[Collected data]

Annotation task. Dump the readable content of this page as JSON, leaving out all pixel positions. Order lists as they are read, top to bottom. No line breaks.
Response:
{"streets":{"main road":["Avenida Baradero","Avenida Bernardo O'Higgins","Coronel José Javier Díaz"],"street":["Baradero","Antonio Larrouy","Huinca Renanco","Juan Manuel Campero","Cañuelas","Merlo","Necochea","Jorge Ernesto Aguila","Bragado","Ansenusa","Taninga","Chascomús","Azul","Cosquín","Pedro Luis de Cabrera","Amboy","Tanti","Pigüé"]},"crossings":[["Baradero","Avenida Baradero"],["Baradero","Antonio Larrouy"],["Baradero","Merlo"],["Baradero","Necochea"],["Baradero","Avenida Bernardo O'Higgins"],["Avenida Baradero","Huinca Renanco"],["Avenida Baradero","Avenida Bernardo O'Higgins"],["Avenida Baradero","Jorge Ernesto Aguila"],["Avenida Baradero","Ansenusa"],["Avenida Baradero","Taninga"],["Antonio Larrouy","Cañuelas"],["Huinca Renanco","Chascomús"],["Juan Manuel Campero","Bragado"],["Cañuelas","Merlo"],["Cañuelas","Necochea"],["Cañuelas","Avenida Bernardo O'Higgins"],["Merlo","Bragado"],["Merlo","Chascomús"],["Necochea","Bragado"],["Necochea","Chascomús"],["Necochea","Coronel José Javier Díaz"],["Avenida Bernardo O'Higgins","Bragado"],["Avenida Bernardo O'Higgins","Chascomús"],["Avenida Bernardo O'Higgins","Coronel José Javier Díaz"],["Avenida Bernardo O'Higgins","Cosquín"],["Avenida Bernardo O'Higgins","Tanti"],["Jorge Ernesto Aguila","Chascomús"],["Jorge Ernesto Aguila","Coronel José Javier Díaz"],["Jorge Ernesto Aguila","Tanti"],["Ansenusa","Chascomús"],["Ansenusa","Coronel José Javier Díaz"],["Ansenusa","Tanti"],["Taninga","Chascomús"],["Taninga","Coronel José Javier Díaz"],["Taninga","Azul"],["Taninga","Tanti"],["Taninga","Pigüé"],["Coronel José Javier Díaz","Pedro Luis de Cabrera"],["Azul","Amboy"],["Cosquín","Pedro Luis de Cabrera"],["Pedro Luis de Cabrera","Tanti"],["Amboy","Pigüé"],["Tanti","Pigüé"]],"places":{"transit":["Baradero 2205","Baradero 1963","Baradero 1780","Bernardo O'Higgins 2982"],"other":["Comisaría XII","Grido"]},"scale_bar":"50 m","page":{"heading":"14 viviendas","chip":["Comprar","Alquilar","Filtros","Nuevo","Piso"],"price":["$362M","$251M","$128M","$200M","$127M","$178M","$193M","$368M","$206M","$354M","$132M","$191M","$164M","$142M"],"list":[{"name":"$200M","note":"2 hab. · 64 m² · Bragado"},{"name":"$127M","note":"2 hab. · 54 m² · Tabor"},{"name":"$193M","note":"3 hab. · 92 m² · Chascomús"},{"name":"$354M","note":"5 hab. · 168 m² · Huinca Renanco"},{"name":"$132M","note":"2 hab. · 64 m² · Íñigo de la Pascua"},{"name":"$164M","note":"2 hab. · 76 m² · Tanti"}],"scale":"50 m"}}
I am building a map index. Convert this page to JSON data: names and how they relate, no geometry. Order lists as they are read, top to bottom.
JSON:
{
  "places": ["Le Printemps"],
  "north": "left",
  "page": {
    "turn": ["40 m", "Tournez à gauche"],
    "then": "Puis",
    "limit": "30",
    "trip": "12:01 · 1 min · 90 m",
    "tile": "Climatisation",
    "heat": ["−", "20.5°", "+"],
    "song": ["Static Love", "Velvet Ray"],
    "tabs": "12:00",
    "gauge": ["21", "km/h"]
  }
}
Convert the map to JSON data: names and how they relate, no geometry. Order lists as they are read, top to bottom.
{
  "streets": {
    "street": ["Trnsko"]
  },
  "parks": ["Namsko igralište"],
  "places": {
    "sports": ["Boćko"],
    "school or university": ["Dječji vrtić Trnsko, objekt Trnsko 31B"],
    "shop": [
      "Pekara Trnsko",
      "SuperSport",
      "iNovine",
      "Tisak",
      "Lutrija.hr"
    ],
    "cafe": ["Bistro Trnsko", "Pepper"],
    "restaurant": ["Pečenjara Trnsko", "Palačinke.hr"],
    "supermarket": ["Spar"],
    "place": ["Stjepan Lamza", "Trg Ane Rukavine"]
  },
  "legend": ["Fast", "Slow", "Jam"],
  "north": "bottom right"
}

> THE TASK: Copy out each line of the data exactly.

> OUTPUT FOR THIS EXERCISE:
Annotation task. Dump the readable content of this page as JSON, leaving out all pixel positions. Order lists as they are read, top to bottom. No line breaks.
Response:
{"streets":{"main road":["Avenida Baradero","Avenida Bernardo O'Higgins","Coronel José Javier Díaz"],"street":["Baradero","Antonio Larrouy","Huinca Renanco","Juan Manuel Campero","Cañuelas","Merlo","Necochea","Jorge Ernesto Aguila","Bragado","Ansenusa","Taninga","Chascomús","Azul","Cosquín","Pedro Luis de Cabrera","Amboy","Tanti","Pigüé"]},"crossings":[["Baradero","Avenida Baradero"],["Baradero","Antonio Larrouy"],["Baradero","Merlo"],["Baradero","Necochea"],["Baradero","Avenida Bernardo O'Higgins"],["Avenida Baradero","Huinca Renanco"],["Avenida Baradero","Avenida Bernardo O'Higgins"],["Avenida Baradero","Jorge Ernesto Aguila"],["Avenida Baradero","Ansenusa"],["Avenida Baradero","Taninga"],["Antonio Larrouy","Cañuelas"],["Huinca Renanco","Chascomús"],["Juan Manuel Campero","Bragado"],["Cañuelas","Merlo"],["Cañuelas","Necochea"],["Cañuelas","Avenida Bernardo O'Higgins"],["Merlo","Bragado"],["Merlo","Chascomús"],["Necochea","Bragado"],["Necochea","Chascomús"],["Necochea","Coronel José Javier Díaz"],["Avenida Bernardo O'Higgins","Bragado"],["Avenida Bernardo O'Higgins","Chascomús"],["Avenida Bernardo O'Higgins","Coronel José Javier Díaz"],["Avenida Bernardo O'Higgins","Cosquín"],["Avenida Bernardo O'Higgins","Tanti"],["Jorge Ernesto Aguila","Chascomús"],["Jorge Ernesto Aguila","Coronel José Javier Díaz"],["Jorge Ernesto Aguila","Tanti"],["Ansenusa","Chascomús"],["Ansenusa","Coronel José Javier Díaz"],["Ansenusa","Tanti"],["Taninga","Chascomús"],["Taninga","Coronel José Javier Díaz"],["Taninga","Azul"],["Taninga","Tanti"],["Taninga","Pigüé"],["Coronel José Javier Díaz","Pedro Luis de Cabrera"],["Azul","Amboy"],["Cosquín","Pedro Luis de Cabrera"],["Pedro Luis de Cabrera","Tanti"],["Amboy","Pigüé"],["Tanti","Pigüé"]],"places":{"transit":["Baradero 2205","Baradero 1963","Baradero 1780","Bernardo O'Higgins 2982"],"other":["Comisaría XII","Grido"]},"scale_bar":"50 m","page":{"heading":"14 viviendas","chip":["Comprar","Alquilar","Filtros","Nuevo","Piso"],"price":["$362M","$251M","$128M","$200M","$127M","$178M","$193M","$368M","$206M","$354M","$132M","$191M","$164M","$142M"],"list":[{"name":"$200M","note":"2 hab. · 64 m² · Bragado"},{"name":"$127M","note":"2 hab. · 54 m² · Tabor"},{"name":"$193M","note":"3 hab. · 92 m² · Chascomús"},{"name":"$354M","note":"5 hab. · 168 m² · Huinca Renanco"},{"name":"$132M","note":"2 hab. · 64 m² · Íñigo de la Pascua"},{"name":"$164M","note":"2 hab. · 76 m² · Tanti"}],"scale":"50 m"}}
I am building a map index. Convert this page to JSON data: names and how they relate, no geometry. Order lists as they are read, top to bottom.
JSON:
{
  "places": ["Le Printemps"],
  "north": "left",
  "page": {
    "turn": ["40 m", "Tournez à gauche"],
    "then": "Puis",
    "limit": "30",
    "trip": "12:01 · 1 min · 90 m",
    "tile": "Climatisation",
    "heat": ["−", "20.5°", "+"],
    "song": ["Static Love", "Velvet Ray"],
    "tabs": "12:00",
    "gauge": ["21", "km/h"]
  }
}
Convert the map to JSON data: names and how they relate, no geometry. Order lists as they are read, top to bottom.
{
  "streets": {
    "street": ["Trnsko"]
  },
  "parks": ["Namsko igralište"],
  "places": {
    "sports": ["Boćko"],
    "school or university": ["Dječji vrtić Trnsko, objekt Trnsko 31B"],
    "shop": [
      "Pekara Trnsko",
      "SuperSport",
      "iNovine",
      "Tisak",
      "Lutrija.hr"
    ],
    "cafe": ["Bistro Trnsko", "Pepper"],
    "restaurant": ["Pečenjara Trnsko", "Palačinke.hr"],
    "supermarket": ["Spar"],
    "place": ["Stjepan Lamza", "Trg Ane Rukavine"]
  },
  "legend": ["Fast", "Slow", "Jam"],
  "north": "bottom right"
}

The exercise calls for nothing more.